## Task inputs
▼▼▼
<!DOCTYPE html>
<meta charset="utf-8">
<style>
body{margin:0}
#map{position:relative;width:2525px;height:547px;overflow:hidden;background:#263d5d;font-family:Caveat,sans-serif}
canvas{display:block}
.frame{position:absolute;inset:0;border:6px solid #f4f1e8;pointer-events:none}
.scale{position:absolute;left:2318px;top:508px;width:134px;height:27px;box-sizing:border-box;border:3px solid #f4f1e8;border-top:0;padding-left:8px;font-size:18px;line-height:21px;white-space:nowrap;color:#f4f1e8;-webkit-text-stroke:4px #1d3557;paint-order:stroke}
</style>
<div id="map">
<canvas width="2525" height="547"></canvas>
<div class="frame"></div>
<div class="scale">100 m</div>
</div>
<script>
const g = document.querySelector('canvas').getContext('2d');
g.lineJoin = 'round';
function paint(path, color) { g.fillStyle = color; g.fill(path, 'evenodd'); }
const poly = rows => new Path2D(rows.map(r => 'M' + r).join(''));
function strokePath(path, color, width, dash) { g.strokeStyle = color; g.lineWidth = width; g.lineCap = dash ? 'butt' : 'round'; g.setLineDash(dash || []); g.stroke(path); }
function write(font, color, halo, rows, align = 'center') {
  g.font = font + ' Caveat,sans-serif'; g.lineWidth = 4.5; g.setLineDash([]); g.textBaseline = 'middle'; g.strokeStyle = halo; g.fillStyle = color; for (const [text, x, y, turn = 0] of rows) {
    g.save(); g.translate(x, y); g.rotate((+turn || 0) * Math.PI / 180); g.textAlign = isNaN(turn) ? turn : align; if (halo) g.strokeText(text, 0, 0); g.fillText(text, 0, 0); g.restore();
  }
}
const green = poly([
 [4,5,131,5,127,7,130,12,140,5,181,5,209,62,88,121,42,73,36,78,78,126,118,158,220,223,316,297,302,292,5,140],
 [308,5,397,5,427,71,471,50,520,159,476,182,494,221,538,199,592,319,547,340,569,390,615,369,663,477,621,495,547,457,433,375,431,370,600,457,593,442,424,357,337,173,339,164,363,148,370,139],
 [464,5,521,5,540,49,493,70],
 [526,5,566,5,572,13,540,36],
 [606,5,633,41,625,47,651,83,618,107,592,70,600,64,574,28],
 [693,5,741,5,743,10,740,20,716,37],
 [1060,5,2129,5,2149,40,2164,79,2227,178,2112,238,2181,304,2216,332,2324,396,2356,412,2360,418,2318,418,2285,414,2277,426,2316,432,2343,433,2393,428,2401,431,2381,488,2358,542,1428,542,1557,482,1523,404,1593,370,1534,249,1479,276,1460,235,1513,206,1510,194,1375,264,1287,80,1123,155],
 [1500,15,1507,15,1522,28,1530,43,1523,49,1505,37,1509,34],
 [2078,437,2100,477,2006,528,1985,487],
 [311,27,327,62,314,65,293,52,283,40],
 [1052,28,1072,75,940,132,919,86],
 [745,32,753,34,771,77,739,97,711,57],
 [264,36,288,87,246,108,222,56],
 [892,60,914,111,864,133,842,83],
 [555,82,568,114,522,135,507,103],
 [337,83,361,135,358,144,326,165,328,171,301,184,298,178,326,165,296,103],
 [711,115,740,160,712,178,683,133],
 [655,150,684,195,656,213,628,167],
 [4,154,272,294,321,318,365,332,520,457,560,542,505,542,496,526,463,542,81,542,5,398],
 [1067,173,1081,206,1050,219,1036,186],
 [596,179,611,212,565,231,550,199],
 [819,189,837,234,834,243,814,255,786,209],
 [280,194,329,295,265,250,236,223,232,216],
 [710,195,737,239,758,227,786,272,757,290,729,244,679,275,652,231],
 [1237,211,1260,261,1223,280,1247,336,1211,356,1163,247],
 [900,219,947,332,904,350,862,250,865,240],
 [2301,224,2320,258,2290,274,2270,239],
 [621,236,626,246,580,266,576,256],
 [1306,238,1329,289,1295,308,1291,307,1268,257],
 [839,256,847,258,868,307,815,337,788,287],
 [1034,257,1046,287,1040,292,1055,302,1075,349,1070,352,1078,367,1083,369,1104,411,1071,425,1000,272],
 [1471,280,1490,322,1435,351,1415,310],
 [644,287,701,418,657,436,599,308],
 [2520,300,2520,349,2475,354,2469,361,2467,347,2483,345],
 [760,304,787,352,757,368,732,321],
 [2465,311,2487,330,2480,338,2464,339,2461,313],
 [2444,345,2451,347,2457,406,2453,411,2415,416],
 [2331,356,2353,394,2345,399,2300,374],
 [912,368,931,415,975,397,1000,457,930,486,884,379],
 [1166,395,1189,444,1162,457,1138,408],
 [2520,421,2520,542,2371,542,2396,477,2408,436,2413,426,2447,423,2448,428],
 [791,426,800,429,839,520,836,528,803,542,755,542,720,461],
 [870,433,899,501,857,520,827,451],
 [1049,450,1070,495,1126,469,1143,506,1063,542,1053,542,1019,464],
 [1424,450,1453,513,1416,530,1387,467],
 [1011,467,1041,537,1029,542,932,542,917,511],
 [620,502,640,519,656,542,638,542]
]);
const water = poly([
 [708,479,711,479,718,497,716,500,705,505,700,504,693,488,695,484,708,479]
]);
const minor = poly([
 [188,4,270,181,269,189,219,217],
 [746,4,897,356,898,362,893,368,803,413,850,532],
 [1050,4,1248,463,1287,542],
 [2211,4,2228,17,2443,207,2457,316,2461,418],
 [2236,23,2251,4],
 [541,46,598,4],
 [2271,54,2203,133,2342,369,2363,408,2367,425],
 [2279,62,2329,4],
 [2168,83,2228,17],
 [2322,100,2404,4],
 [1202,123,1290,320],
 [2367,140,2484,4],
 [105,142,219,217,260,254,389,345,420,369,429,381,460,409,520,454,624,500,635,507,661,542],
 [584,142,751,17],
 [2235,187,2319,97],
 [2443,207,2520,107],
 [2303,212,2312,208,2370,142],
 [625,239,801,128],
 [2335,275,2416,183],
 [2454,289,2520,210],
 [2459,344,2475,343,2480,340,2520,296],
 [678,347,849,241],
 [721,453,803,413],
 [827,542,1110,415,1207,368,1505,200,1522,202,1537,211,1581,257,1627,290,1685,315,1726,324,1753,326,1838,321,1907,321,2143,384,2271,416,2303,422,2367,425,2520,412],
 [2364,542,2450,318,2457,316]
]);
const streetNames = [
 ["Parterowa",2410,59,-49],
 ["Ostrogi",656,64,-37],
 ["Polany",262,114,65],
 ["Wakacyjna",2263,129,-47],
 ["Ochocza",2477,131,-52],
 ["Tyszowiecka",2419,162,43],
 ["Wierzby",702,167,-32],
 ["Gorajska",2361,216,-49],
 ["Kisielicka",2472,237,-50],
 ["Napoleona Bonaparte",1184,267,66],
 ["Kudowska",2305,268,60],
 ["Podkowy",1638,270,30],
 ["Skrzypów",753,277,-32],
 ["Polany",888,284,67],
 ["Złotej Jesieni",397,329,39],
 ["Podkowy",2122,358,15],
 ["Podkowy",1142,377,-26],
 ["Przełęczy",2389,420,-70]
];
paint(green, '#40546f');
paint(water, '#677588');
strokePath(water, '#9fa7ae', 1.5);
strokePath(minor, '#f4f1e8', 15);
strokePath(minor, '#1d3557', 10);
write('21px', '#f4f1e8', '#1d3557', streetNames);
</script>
▲▲▲
## Work instruction
Would you report every line of the entries above containing the word "rows"?

## Reply
const poly = rows => new Path2D(rows.map(r => 'M' + r).join(''));
function write(font, color, halo, rows, align = 'center') {
  g.font = font + ' Caveat,sans-serif'; g.lineWidth = 4.5; g.setLineDash([]); g.textBaseline = 'middle'; g.strokeStyle = halo; g.fillStyle = color; for (const [text, x, y, turn = 0] of rows) {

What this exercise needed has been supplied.